Asymétrie d’information sur la taille et la qualité, délais de livraison long et déceptions récurrentes, sans parler de l’impact écologique des envois de colis : « 30 % de ce qu’on achetait n’étaient jamais portés », témoigne Thibaut Boiziau, co-fondateur de Freepry. « Il est illogique de vouloir consommer responsable et d’acheter des vêtements qui ne servent à rien ». C’est en partant de ce constat que les quatre amis créent Freepry en avril 2020. Leur ambition : redonner vie à la seconde main physique dans un monde toujours plus digital.

Optimiser l’expérience en magasin

« Nous sommes tous animés par cette même envie de consommer mieux et moins cher », affirme Thibaut Boiziau. C’est pour répondre à ce besoin que les fondateurs ont imaginé une solution qui optimise l’expérience de l’achat de seconde main en boutique, à la fois côté vendeur et acheteur.
Pour cela, Freepry propose aux clients un plus grand choix de produits en boutique, la possibilité de les essayer, le tout avec bonne conscience en consommant responsable. Les vendeurs, eux, déposent directement leurs vêtements dans un corner en magasin où ils seront vendus à des prix plus élevés que sur les plateformes comme Vinted.

La jeune pousse s’adresse aussi aux boutiques qui accueillent la seconde main et pour qui « il est très difficile de se lancer seules sur ce marché qui nécessite des outils différents de la vente classique ». Pour séduire ces acteurs, elle a développé une solution clé en main comprenant des logiciels de pricing, de gestion des stocks et des datas qui optimise la reprise et la revente d’articles de seconde main. « Il existe un réel enjeu data pour les boutiques, si on connait ce que vendent et achètent les clients on pourra mieux communiquer par la suite », soulève le co-fondateur. Et en cas d’invendus, Freepry propose également un service de rachat des stocks.

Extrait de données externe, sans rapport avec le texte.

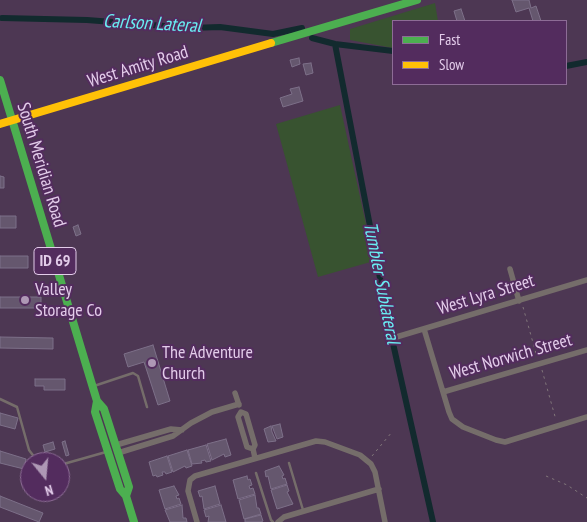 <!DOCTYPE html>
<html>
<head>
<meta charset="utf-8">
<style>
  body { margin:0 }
  #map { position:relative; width:587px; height:522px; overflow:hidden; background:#4d3753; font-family:"PT Sans Narrow",sans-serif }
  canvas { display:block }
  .legend { position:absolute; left:392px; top:20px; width:175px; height:65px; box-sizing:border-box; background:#532c5e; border:1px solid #8d6c96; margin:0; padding:6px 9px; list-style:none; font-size:15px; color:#e3ccea }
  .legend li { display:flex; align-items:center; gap:10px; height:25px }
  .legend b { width:25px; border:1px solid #8d6c96 }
  .north { position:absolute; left:20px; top:452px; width:50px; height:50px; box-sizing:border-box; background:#532c5e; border:1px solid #8d6c96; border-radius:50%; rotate:163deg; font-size:14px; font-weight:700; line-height:20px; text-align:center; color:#e3ccea }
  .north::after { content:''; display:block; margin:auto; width:18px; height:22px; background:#ae98b5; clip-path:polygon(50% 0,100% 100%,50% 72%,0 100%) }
</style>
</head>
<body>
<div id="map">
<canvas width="587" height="522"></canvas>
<ul class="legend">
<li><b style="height:6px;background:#4caf50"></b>Fast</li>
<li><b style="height:6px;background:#ffc107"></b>Slow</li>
</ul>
<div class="north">N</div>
</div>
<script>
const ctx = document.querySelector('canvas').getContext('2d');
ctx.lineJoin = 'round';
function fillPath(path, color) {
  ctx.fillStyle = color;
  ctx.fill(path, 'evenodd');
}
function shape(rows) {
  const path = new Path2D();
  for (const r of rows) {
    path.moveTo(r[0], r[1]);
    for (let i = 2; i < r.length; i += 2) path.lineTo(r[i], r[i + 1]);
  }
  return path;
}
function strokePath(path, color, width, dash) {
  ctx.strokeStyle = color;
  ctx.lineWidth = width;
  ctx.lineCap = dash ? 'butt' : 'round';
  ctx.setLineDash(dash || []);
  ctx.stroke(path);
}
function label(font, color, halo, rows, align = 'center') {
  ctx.font = font + ' "PT Sans Narrow",sans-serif';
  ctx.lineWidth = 4;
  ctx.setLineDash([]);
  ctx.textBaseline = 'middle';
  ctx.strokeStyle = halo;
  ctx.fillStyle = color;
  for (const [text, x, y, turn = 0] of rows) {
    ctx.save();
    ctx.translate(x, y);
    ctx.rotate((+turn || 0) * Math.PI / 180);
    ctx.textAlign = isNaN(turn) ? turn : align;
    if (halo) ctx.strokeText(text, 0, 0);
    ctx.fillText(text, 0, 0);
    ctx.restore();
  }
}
fillPath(shape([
  [435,3,438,21,393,21,393,48,350,40,350,29],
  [340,105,374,261,318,277,276,124]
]), '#385330');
strokePath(shape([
  [2,18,87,20,190,28,220,27,273,34,302,28],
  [312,38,335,44,393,51],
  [335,44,390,330,433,522],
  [566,66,587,62]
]), '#122a2e', 6);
const building = shape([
  [512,0,529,0,531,8,536,6,541,21,533,21,529,8,516,12,512,0],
  [461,9,465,21,457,21,454,11,461,9],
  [299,58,300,64,292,67,290,60,299,58],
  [311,63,313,73,306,75,303,64,311,63],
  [299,87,303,101,283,107,280,98,292,94,290,89,299,87],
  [0,176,4,177,4,188,0,188,0,176],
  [0,216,16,216,16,228,0,228,0,216],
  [78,225,81,234,76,236,73,227,78,225],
  [0,256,28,256,28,268,0,268,0,256],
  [0,297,41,297,41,308,0,308,0,297],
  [0,337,53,338,53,349,0,348,0,337],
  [153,345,170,401,158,405,144,362,128,367,124,354,153,345],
  [35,379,65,379,65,390,44,390,44,386,35,386,35,379],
  [0,413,18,418,15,429,0,425,0,413],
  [280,424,283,437,277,439,272,426,280,424],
  [271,426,272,432,276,441,268,442,264,429,271,426],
  [226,439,231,455,225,457,224,454,212,460,207,444,226,439],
  [65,441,69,455,66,456,62,442,65,441],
  [53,442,55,449,45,452,43,445,53,442],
  [206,445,211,461,206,462,205,460,201,461,202,463,192,464,188,450,206,445],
  [187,450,192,466,186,468,185,466,173,472,168,456,187,450],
  [0,451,26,459,24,469,0,463,0,451],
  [167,456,172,472,166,474,165,472,162,472,163,475,157,477,156,475,153,476,149,462,167,456],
  [279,466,284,475,282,476,283,479,285,478,287,484,271,489,268,476,266,477,265,471,279,466],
  [247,476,248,480,250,479,252,485,249,486,250,489,253,488,255,494,238,499,233,480,247,476],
  [287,485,289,491,287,492,293,504,277,509,271,490,287,485],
  [174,486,179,495,176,496,177,499,179,498,181,504,165,509,159,490,174,486],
  [215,486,220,504,204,509,202,496,200,497,198,491,215,486],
  [255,495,257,508,259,508,261,514,244,519,239,500,255,495],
  [0,496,43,513,39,522,0,507,0,496],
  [182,505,183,518,186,518,187,522,170,522,165,510,182,505],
  [221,505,226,522,208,522,209,516,206,517,204,510,221,505],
  [261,515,263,521,261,522,245,522,245,519,261,515]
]);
fillPath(building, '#65576e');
strokePath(building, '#7d7089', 1);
strokePath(shape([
  [523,307,537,357],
  [542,370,556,420],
  [372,456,392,432],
  [546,476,567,485,587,498]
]), '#80767a', 1, [2.5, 4]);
strokePath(shape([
  [94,386,133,373,138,376,147,407],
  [0,399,17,407,29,450,38,462],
  [289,463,303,510],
  [60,465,106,452],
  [256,473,271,520,273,522]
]), '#756d6a', 2.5);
strokePath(shape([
  [510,269,519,301],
  [424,329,449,412,452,419,463,427,496,440,505,442,587,417],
  [393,338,587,280],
  [443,392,587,350],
  [235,393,239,405],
  [116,445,171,429,182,430],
  [253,449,247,447,238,417,241,412,246,414,255,445,253,449,255,458],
  [118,453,173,436,191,423,212,412,239,404],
  [197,522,188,491,190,480,195,476,316,441,325,442,360,455,371,464,375,472,385,522],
  [278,522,284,517,379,489]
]), '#756d6a', 5.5);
strokePath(shape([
  [271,43,417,0],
  [0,80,97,401,104,409,129,487,126,496],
  [97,401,95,412,120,489,126,496,134,522]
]), '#4caf50', 8);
strokePath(shape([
  [0,124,271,43]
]), '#ffc107', 8);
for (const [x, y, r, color] of [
  [25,300,5,"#ae98b5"],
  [152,363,5,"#ae98b5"]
]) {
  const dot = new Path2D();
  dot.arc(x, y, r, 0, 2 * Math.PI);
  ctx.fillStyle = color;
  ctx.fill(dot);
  strokePath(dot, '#532c5e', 2);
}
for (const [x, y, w] of [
  [55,261,42]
]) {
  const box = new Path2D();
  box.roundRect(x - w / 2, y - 13.5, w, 27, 4);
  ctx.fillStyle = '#532c5e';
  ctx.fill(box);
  strokePath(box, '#e3ccea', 1);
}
label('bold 16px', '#e3ccea', null, [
  ["ID 69",55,261]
]);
label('18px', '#e3ccea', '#532c5e', [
  ["West Amity Road",138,67,-17],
  ["South Meridian Road",41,165,73],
  ["West Lyra Street",486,295,-17],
  ["West Norwich Street",511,357,-16]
]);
label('18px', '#e3ccea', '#532c5e', [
  ["Valley",35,290],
  ["Storage Co",35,311],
  ["The Adventure",162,353],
  ["Church",162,374]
], 'left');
label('italic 19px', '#69eef3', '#532c5e', [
  ["Carlson Lateral",152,24,3],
  ["Tumbler Sublateral",381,283,79]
]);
</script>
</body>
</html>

Un essor appuyé par la crise sanitaire

Aborder la seconde main par le prisme du physique dans un contexte de fermeture des boutiques et d’absence de perceptive économique était un défi de taille pour les quatre associés. Mais c’était sans compter sur l’effet catalyseur du confinement qui a fait exploser la mode reponsable. « Vinted a vu son nombre d’articles tripler en un an et demi et la seconde main commence à séduire des gros acteurs du secteur de la mode », explique Thibaut Boiziau. « Un réel changement des mentalités est en marche au sein de la deuxième industrie la plus polluante au monde ».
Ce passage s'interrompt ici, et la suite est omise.